Careful distinction between the counterfactual assessments and the actual implementation of a different response in another country is essential. The counterfactual assessments reflect the response as measured by the reduction in the reproduction number Rt, which is broader than a policy response, as it also encompasses adherence to voluntary recommendations and associated rules. Moreover, implementing a policy response in another country requires the local ability to facilitate measures for discretionary rules and enforce mandatory rules, similar to how it is done in the original country. Therefore, quantifying the implementation of an actual policy response from another country should ideally account for a range of factors, such as variations in healthcare systems, legal systems, culture, public trust in governmental institutions, socioeconomic status, and the nature of the workforce (e.g., possibilities for remote working), which is rather complex. Additionally, time-varying aspects, such as responses in neighboring countries or the potential risk of exceeding healthcare capacities, play a role in public support for control measures.
Our analysis does not account for the active steering of control measures based on the epidemiological situation in each country. Continuous epidemic monitoring will lead to intensified control measures when the current set proves insufficient to curb rising mortality, and to relaxation of measures when mortality is low or control appears overly stringent. However, inherent to delays in monitoring the impact of these measures, from implementation to decreasing rates of hospitalization or mortality due to COVID-19, we believe that adaptive control likely will not alter the presented outcomes.
These findings should also be interpreted considering the limited duration of the study period and available knowledge at the time. For instance, during the first COVID-19 wave, it was unknown that an effective vaccine would become available within a year, that individuals with mild infections could suffer from post-COVID conditions, and that several new, more transmissible variants would emerge within 2 years, each with different illness severity. Moreover, different responses affect the speed of (herd) immunity buildup, potentially leading to varied outcomes when evaluating the same strategies over a longer period.

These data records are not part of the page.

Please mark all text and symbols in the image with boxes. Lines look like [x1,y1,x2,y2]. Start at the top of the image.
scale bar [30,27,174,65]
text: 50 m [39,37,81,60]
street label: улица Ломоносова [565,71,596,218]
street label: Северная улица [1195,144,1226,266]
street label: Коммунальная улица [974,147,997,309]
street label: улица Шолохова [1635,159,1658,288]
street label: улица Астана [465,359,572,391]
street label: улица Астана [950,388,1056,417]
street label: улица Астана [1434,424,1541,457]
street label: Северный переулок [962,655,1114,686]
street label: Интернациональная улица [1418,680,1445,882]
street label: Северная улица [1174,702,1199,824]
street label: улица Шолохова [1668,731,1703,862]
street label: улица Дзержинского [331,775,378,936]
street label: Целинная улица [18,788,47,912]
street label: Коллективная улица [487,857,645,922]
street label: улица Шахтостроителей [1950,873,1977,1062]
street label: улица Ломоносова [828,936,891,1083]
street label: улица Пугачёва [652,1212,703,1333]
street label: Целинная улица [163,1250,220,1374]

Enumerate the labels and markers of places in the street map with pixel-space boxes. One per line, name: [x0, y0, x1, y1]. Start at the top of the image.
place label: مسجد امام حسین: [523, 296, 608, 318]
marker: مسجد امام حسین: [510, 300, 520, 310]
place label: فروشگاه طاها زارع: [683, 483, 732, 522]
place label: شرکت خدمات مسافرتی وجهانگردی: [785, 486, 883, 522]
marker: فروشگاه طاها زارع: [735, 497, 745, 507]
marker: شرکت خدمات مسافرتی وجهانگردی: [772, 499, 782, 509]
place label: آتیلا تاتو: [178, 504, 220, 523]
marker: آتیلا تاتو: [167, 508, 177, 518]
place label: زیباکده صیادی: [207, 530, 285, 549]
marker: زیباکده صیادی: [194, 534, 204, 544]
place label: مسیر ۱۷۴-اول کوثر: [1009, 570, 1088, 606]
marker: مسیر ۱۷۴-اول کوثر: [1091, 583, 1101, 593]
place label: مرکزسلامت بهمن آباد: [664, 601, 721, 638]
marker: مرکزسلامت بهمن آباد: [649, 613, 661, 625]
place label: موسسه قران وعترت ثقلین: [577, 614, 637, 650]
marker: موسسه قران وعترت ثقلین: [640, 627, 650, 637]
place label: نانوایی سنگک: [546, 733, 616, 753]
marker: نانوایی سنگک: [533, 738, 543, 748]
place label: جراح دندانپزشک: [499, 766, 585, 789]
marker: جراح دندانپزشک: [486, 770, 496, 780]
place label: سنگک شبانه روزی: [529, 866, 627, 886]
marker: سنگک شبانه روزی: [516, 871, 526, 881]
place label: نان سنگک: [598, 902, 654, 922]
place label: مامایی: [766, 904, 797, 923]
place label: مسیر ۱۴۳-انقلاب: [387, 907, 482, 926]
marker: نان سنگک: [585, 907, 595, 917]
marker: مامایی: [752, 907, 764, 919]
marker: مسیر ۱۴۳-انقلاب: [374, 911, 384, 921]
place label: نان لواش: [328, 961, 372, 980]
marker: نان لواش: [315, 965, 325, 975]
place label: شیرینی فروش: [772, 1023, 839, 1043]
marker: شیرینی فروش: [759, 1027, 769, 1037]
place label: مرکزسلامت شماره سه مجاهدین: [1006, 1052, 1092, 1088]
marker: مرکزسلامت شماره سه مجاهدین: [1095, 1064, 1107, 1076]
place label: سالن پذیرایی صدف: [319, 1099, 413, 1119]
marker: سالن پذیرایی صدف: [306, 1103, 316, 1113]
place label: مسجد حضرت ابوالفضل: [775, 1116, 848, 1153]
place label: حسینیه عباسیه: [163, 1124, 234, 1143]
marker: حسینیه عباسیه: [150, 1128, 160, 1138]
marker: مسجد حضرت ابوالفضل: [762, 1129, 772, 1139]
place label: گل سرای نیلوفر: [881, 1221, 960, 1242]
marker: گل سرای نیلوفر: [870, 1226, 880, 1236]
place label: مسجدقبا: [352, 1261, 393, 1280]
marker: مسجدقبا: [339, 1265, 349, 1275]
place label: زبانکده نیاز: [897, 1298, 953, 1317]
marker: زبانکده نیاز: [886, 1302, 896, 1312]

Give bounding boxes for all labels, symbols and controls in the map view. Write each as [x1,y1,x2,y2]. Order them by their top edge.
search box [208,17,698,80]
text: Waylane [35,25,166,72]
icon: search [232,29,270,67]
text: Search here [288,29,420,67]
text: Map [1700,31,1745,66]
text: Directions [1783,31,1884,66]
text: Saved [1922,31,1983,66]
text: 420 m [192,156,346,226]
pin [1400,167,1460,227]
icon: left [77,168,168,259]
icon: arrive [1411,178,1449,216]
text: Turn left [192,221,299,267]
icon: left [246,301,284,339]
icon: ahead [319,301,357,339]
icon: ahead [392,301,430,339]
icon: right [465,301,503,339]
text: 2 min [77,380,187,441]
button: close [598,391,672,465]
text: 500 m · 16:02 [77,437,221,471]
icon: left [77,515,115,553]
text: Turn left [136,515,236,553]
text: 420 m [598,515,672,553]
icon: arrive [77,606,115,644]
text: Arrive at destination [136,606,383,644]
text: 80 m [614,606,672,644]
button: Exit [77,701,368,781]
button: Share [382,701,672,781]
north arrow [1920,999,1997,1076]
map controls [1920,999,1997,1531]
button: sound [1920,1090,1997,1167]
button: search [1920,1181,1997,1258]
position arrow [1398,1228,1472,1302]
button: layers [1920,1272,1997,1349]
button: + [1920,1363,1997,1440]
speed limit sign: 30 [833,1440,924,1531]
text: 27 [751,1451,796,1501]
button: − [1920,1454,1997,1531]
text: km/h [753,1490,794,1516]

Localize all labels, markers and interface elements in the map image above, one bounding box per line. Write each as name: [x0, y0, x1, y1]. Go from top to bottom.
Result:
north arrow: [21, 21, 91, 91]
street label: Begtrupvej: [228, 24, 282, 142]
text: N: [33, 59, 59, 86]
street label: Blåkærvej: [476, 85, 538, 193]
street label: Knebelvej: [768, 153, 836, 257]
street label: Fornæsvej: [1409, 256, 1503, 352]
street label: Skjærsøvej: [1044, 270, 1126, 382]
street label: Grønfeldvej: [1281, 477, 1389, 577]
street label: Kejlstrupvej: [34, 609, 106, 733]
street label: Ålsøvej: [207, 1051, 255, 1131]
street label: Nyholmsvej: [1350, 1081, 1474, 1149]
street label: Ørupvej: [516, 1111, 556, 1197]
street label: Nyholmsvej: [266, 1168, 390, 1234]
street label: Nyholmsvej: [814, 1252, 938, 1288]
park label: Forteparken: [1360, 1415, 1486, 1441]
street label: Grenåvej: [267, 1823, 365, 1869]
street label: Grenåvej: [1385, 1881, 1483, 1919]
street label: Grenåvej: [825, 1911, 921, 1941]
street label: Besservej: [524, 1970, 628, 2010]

Our study contributes to discussions about the merits of the different approaches taken in European countries. They demonstrate that the outcome of response is determined not only by the response itself but also to a large extent by small differences in the initial epidemiological situation in each country. Some countries had relatively low mortality rates for any of the six responses evaluated here, and these countries could afford a response that was less stringent; other countries faced relatively high mortality rates for any of the six response evaluated here, and these countries could ill afford a less stringent response. This underscores that a proper response has to be carefully tailored to the epidemiological situation in each country.